Dr. Lisandro Carbó has extensive experience and a special interest in the field of complex revision surgery, and is a regular guest speaker at national and international medical conferences on topics related to surgical techniques and strategies.

 

He has specialized in revision knee replacement surgical techniques, and works closely with radiologists specializing in the musculoskeletal system and orthopedic microbiologists for the treatment of this very complex condition.
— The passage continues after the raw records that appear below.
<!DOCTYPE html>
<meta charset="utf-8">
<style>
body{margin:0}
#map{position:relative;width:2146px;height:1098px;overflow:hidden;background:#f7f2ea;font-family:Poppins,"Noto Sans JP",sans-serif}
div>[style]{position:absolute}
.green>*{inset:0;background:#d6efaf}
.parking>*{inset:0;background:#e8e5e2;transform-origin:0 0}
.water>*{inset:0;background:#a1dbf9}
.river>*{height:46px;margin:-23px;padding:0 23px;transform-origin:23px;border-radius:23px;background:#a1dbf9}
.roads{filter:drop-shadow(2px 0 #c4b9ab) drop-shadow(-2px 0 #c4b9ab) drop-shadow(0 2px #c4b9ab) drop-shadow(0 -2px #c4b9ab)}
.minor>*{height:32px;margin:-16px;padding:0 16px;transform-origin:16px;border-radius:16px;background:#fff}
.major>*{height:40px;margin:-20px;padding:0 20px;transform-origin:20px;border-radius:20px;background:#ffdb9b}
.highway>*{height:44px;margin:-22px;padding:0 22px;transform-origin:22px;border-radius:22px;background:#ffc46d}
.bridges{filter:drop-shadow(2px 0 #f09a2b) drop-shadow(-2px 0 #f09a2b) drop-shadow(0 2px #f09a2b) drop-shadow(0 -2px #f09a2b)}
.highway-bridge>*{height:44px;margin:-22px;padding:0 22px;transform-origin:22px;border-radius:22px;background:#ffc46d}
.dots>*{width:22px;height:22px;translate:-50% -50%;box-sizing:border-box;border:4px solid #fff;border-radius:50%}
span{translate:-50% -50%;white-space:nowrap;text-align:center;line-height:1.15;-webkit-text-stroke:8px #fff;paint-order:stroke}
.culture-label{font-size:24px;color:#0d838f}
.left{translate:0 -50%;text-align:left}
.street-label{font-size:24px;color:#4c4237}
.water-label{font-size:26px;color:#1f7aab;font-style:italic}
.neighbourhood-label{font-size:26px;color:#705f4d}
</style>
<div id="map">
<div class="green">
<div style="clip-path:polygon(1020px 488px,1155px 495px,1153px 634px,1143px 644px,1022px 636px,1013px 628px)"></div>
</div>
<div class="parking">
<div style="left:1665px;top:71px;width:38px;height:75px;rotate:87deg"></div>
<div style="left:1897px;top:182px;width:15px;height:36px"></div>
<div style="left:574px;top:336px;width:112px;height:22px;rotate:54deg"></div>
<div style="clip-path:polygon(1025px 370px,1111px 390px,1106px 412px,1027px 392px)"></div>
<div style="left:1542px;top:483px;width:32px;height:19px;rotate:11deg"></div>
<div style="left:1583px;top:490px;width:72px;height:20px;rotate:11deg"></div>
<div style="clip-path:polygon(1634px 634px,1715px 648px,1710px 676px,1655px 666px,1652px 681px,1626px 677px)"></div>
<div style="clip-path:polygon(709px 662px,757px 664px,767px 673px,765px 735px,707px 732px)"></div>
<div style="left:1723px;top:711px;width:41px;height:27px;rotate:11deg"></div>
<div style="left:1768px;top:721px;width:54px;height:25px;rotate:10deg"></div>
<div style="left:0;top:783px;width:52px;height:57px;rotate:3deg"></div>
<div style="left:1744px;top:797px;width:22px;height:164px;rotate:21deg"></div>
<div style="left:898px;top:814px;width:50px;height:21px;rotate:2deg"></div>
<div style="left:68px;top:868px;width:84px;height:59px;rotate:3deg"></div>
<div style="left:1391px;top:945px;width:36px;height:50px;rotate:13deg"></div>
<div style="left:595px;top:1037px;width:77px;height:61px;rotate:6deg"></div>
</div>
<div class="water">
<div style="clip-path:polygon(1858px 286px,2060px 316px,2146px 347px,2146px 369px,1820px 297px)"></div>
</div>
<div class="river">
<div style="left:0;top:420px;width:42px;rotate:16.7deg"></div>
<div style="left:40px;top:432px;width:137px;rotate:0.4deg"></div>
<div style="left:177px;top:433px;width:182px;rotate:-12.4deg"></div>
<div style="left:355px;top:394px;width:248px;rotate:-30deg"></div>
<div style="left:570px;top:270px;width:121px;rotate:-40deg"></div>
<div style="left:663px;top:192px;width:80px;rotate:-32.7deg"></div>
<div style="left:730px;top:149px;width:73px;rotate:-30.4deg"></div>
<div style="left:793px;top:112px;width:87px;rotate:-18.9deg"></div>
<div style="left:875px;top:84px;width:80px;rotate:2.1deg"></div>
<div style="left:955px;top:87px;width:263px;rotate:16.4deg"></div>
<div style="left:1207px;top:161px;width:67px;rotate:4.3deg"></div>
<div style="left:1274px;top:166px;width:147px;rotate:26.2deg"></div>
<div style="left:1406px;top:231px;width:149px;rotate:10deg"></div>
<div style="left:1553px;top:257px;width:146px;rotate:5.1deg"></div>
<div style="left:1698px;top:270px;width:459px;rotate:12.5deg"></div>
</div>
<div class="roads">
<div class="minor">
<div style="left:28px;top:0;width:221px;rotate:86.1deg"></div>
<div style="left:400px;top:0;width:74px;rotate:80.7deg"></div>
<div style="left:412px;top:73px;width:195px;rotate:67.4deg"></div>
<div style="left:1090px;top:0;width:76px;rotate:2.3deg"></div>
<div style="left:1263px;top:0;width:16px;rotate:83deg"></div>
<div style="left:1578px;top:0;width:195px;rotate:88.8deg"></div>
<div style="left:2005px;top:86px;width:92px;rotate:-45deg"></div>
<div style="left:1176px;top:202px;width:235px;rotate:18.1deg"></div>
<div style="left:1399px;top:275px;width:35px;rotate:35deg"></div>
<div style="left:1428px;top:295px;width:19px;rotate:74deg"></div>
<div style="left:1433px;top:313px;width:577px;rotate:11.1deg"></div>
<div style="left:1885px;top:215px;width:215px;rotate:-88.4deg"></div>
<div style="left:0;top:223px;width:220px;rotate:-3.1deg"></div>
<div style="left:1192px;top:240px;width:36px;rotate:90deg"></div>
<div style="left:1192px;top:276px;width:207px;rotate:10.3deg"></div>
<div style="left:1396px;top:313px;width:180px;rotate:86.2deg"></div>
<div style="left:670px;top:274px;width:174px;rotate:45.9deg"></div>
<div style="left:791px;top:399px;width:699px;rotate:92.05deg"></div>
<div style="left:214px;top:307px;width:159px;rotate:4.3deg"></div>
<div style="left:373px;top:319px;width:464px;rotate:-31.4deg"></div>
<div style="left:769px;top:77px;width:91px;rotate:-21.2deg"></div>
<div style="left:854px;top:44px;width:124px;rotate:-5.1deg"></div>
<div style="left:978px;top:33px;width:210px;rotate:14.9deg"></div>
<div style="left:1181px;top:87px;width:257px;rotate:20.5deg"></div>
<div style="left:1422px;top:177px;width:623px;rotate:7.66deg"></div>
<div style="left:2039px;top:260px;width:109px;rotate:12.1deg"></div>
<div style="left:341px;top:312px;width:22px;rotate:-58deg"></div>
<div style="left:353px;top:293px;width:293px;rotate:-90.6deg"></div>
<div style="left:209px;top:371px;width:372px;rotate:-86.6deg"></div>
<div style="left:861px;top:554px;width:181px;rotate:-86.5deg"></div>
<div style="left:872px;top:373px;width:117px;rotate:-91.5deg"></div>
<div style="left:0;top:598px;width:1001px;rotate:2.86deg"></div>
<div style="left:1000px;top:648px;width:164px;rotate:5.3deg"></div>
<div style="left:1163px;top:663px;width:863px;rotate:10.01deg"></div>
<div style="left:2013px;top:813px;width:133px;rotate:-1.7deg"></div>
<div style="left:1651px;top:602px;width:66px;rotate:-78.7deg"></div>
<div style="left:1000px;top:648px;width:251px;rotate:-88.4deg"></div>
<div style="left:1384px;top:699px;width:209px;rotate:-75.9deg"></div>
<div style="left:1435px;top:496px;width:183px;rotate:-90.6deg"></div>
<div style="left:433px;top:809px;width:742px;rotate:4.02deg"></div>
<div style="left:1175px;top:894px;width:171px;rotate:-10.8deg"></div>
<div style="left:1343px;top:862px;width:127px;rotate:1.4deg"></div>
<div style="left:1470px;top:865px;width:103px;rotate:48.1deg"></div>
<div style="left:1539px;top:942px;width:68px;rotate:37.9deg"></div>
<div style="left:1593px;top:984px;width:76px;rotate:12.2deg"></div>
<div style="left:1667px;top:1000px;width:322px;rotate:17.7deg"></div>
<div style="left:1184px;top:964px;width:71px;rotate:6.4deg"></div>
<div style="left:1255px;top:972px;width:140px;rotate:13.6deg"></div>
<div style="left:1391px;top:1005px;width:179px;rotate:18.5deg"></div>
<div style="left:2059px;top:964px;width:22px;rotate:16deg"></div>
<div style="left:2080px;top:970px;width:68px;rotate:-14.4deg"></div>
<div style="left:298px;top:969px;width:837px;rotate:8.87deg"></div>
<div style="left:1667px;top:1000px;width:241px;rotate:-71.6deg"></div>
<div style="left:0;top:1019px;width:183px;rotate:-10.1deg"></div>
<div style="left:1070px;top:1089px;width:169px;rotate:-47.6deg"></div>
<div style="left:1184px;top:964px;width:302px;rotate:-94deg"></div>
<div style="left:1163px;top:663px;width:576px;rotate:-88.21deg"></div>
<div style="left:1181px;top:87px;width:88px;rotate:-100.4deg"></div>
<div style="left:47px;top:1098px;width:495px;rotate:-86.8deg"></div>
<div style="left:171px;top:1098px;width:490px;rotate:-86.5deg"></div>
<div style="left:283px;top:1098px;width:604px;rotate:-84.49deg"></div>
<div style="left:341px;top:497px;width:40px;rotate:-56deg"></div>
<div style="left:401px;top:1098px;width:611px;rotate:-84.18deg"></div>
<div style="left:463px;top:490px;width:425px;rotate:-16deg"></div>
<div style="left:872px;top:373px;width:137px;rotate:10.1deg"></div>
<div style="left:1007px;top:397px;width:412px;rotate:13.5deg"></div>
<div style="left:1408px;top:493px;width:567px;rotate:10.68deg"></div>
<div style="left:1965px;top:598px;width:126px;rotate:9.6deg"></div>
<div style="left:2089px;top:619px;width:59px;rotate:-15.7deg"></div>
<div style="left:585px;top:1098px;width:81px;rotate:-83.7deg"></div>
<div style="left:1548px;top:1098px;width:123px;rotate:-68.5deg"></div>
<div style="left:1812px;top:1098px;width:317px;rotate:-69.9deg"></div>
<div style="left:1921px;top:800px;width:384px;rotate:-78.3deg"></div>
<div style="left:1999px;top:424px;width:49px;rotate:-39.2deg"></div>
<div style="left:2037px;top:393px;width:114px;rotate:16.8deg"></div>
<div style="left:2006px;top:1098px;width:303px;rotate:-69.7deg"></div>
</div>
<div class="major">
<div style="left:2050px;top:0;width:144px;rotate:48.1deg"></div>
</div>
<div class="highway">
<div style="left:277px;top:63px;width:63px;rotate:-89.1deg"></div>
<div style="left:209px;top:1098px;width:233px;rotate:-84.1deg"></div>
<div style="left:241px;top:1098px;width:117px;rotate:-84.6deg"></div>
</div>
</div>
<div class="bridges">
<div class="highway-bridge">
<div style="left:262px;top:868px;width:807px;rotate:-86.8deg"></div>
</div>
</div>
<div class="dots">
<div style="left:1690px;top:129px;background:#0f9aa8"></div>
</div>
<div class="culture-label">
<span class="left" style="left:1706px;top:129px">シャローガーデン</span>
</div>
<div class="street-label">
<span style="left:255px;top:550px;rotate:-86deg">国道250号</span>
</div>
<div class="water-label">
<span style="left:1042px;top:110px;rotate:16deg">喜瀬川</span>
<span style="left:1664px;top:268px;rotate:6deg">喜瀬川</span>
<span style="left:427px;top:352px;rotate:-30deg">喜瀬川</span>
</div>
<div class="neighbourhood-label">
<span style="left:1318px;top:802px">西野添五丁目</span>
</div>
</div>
He also gained experience in reconstructive surgery of the knee and extremities in important treatment centers such as the Endo-Klinik in Hamburg, Germany (a world-renowned center for knee revisions for mechanical failure and infections).

 

Typical symptoms of a “worn out” RTR are pain, edema, mechanical weakness, and discomfort when getting up from a chair or starting to walk.

 

X-rays are used to see how the primary implant is failing, often as a result of wear of the polyethylene (artificial plastic joint surface), surgical detachment of the knee replacement, or infection of the original joint.

 

In difficult cases, additional blood tests, scans and sometimes computed tomography (CT) will be used to plan the surgery in detail before the procedure.

 

Each case is different but, in general, larger knee prostheses (implants) are used with additional stems (to reconstruct the joint and improve ligamentous instability) and other innovative elements such as the use of transplants with bone or ligament grafts from cadaveric donors to massive bone loss; It is also extremely useful to use porous trabecular metal augmentations or femoral and tibial metaphyseal fixation cones to replace bone defects, which guarantee that the prosthesis is completely “fixed” or cemented with good potential for long-term use.

 

After knee revision surgery, recovery is a little slower than in primary surgery since the intervention can affect soft tissues, muscle and bone more. However, the benefits for the patient will be significant as they improve pain, edema, and mechanical stability of the knee.

 

Surgeons use different designs and types of implants depending on the individual circumstances of each case, and for Dr. Carbó it is important to describe the expectations and specific process that each patient must follow prior to surgery.